To do:
If a line of the listing below contains the string "icon", count it, then give the total by itself.

Data under study:
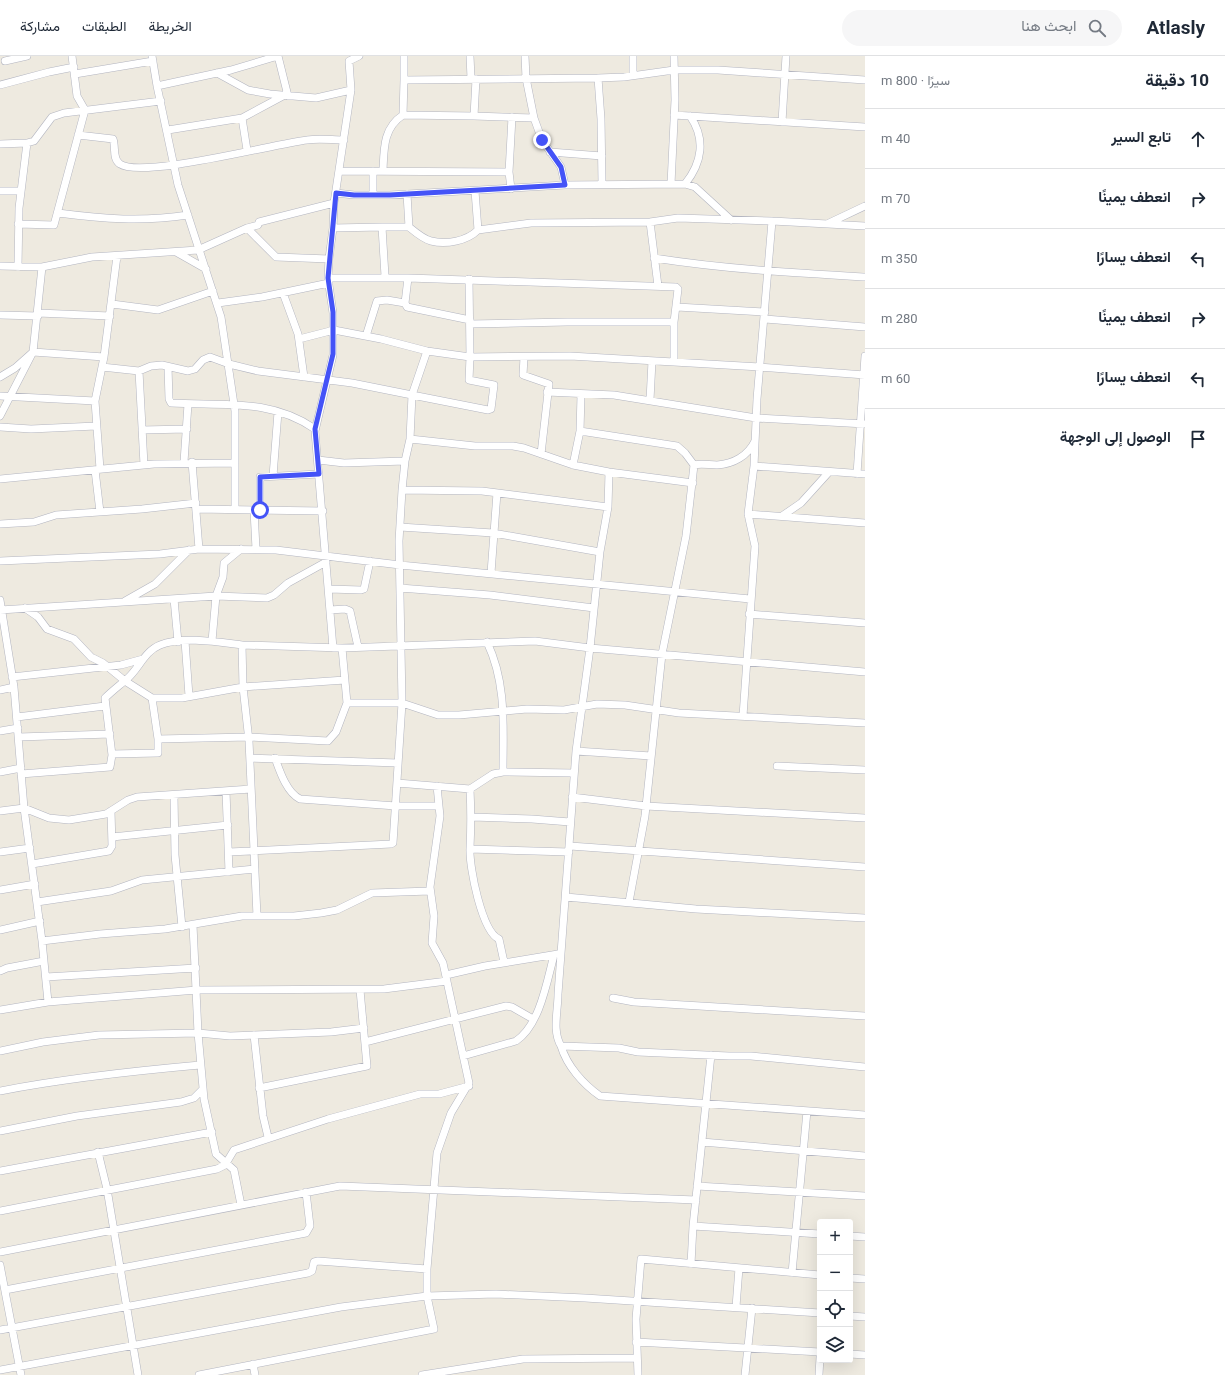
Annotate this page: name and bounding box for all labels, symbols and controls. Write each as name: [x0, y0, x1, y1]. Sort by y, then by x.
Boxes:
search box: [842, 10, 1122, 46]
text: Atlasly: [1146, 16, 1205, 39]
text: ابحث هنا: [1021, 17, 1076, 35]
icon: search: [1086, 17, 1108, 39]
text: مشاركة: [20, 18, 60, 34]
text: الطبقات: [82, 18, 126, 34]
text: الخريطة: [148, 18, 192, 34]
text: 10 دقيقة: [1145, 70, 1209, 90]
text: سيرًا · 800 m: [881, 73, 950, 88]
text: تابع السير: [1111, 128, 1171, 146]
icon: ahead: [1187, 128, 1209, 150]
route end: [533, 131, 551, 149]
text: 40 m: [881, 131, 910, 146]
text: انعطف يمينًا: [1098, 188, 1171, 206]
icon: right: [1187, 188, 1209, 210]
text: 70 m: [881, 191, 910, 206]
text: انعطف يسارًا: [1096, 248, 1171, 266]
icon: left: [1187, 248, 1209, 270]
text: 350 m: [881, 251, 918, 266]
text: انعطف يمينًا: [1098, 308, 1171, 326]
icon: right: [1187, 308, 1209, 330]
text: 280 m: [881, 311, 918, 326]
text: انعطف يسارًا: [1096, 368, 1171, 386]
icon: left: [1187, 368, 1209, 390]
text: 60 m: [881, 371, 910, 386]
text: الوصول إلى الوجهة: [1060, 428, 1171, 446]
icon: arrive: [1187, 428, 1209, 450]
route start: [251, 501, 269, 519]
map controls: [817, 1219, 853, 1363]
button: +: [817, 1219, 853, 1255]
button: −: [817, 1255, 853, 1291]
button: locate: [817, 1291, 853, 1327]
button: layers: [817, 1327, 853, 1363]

Solution to this task:
7